The effects of initial particle size and sintering atmosphere on the compressive strength and thermal and electrical conductivities of porous SiC ceramics, fabricated using α-SiC and polycarbosilane (PCS), were investigated in the porosity range of 40–54%. Generally, the mechanical strength and thermal conductivity of a porous SiC ceramic decrease as the porosity increases. However, in this study, both the compressive strength (10.7–17.4 MPa) and thermal conductivity (0.55–0.79 W/(m·K)) of porous SiC ceramics increased as the porosity increased from 40 to 54% because of the decreased pore size (1013–218 nm) and increased bonding area per unit volume as the starting particle size decreased (35–1 μm).
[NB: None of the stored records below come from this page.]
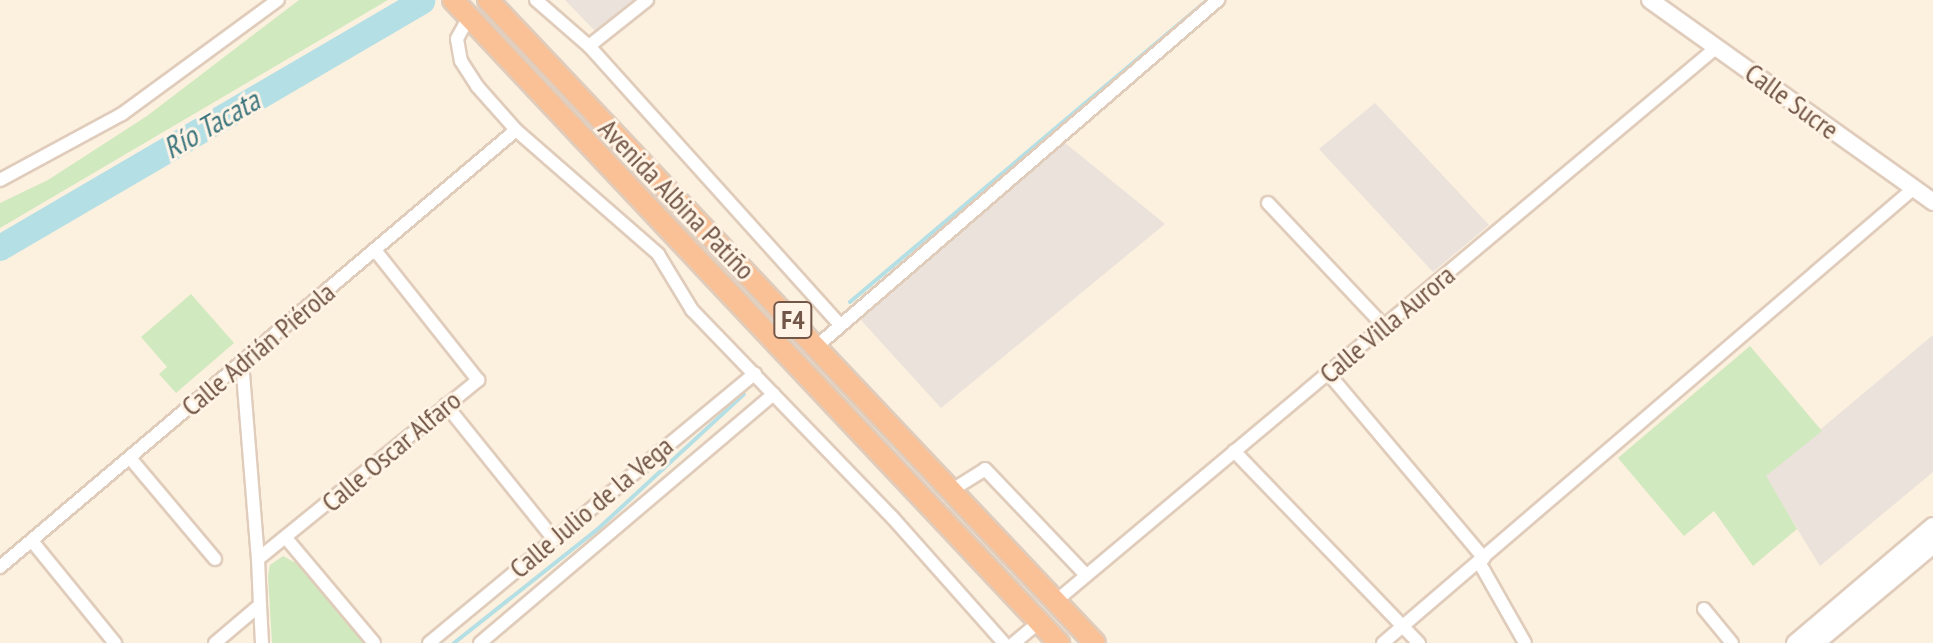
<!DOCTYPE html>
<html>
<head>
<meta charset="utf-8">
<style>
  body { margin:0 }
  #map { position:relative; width:1933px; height:643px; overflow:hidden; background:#fcf0df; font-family:"PT Sans Narrow",sans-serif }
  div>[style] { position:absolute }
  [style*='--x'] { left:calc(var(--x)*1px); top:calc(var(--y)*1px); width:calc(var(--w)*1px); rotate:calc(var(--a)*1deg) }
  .industrial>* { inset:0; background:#eae2db }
  .green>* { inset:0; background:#d0e9be }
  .stream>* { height:4px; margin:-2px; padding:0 2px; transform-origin:2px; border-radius:2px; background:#b4dfe5 }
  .river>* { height:26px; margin:-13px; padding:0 13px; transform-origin:13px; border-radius:13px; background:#b4dfe5 }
  .roads { filter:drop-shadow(2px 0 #e0ccbb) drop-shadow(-2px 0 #e0ccbb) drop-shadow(0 2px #e0ccbb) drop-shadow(0 -2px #e0ccbb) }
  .minor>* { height:12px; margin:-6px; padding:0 6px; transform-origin:6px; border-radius:6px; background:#fff }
  .secondary>* { height:16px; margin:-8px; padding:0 8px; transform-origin:8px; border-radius:8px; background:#fff }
  .trunk>* { height:20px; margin:-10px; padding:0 10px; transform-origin:10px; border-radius:10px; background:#fac096 }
  span { translate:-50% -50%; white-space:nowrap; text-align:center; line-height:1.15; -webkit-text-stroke:6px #fff4e5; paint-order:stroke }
  .shield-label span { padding:2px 6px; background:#fff4e5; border:2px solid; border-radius:6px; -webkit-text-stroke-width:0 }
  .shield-label { font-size:26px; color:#725647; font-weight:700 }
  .street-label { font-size:28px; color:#725647 }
  .water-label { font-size:30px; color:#3e767f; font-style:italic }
</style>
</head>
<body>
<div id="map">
  <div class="industrial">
    <div style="clip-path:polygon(565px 0,634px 0,596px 32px)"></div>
    <div style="clip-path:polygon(1375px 103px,1489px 225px,1433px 272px,1319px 149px)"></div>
    <div style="clip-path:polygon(1065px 143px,1165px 224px,941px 408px,860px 319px)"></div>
    <div style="clip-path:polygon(1933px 335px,1933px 472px,1820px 566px,1765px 476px)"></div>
  </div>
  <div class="green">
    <div style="clip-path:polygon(299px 0,388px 0,0 228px,0 203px,48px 180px,147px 116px)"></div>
    <div style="clip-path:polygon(191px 294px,234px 343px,176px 393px,159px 374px,167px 367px,141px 337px)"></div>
    <div style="clip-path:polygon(1750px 346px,1822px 431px,1766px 476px,1797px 529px,1753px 566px,1714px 511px,1684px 536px,1618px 458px)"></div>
    <div style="clip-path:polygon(283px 556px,303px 567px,364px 643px,272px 643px,268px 576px,270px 565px)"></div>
  </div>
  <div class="stream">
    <div style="--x:850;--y:302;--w:468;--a:-40.2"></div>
    <div style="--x:454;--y:643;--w:185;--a:-38.4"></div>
    <div style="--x:599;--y:528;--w:197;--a:-42.7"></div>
  </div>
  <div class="river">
    <div style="--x:0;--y:248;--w:489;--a:-30.3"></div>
  </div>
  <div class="roads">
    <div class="minor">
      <div style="--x:536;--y:0;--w:70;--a:41"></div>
      <div style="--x:589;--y:46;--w:375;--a:48"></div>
      <div style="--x:469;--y:17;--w:25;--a:119"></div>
      <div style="--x:457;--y:39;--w:22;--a:80"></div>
      <div style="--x:461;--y:61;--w:30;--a:57"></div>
      <div style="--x:477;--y:86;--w:59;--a:48.4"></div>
      <div style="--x:516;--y:130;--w:189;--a:41.1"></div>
      <div style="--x:658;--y:254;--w:66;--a:58.7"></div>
      <div style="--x:692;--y:310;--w:288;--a:46"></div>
      <div style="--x:892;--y:517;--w:169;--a:48.4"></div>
      <div style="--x:589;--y:46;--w:74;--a:-38.4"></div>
      <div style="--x:0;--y:180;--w:139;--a:-28.4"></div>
      <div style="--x:122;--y:114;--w:193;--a:-36.2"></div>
      <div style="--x:1268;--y:203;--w:169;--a:46.7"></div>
      <div style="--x:817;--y:346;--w:530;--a:-40.79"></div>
      <div style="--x:242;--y:361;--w:199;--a:85.4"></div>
      <div style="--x:1328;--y:373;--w:242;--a:49.9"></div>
      <div style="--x:446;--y:405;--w:169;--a:51.2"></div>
      <div style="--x:1234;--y:451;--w:267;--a:46.1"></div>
      <div style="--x:130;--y:458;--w:132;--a:49.9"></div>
      <div style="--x:952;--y:490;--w:39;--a:-32"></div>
      <div style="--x:985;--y:469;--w:145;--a:46.4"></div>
      <div style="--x:286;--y:538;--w:137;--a:50"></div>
      <div style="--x:32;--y:541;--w:132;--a:50.9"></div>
      <div style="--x:1479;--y:562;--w:93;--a:60.4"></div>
      <div style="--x:0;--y:567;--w:676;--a:-40.26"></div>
      <div style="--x:1056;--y:601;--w:862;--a:-39.97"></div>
      <div style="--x:260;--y:605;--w:38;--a:87"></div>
      <div style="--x:1704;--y:609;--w:44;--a:50.5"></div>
      <div style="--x:215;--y:643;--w:59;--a:-40.2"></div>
      <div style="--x:260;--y:605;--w:46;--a:-92.5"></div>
      <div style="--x:258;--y:559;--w:284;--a:-39.1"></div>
      <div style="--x:478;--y:380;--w:166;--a:-128.4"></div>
      <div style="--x:429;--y:643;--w:423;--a:-39.6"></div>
      <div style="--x:480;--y:643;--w:385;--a:-40.3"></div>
      <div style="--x:1014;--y:643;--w:33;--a:-40"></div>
      <div style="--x:1383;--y:643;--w:699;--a:-40.59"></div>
    </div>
    <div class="secondary">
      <div style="--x:1650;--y:0;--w:348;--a:35.5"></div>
      <div style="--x:1795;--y:643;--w:181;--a:-40.3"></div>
      <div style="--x:1816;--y:643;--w:153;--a:-39.9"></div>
    </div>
    <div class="trunk">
      <div style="--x:453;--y:0;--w:884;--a:46.7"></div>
      <div style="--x:488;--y:0;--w:884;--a:46.65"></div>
    </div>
  </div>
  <div class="shield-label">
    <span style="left:793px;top:320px">F4</span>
  </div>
  <div class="street-label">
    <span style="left:1792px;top:101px;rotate:36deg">Calle Sucre</span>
    <span style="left:677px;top:199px;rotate:46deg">Avenida Albina Patiño</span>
    <span style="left:1387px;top:324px;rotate:-40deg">Calle Villa Aurora</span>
    <span style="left:258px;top:349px;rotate:-40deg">Calle Adrián Piérola</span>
    <span style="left:391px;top:451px;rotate:-40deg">Calle Oscar Alfaro</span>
    <span style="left:591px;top:507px;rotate:-40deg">Calle Julio de la Vega</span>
  </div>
  <div class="water-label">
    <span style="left:211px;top:124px;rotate:-30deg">Río Tacata</span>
  </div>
</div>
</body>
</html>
The influence of sintering atmosphere on the compressive strength and thermal conductivity of the porous SiC ceramics was negligible, whereas the porous SiC ceramics sintered in N2 atmosphere exhibited 4–10 times higher electrical conductivities than those of the samples sintered in Ar atmosphere, which can be attributed to N doping in the PCS-derived β-SiC. These results suggest that the mechanical, thermal, and electrical properties of porous SiC ceramics can be independently tuned to a certain extent by judiciously selecting the starting particle size and sintering atmosphere. The compressive strength, thermal and electrical conductivities, and porosity of the porous SiC ceramic processed with 35 μm particles in the N2 atmosphere were 10.7 MPa, 0.58 W/(m·K), 2.2 × 10−3 Ω−1 cm−1, and 40.3%, respectively.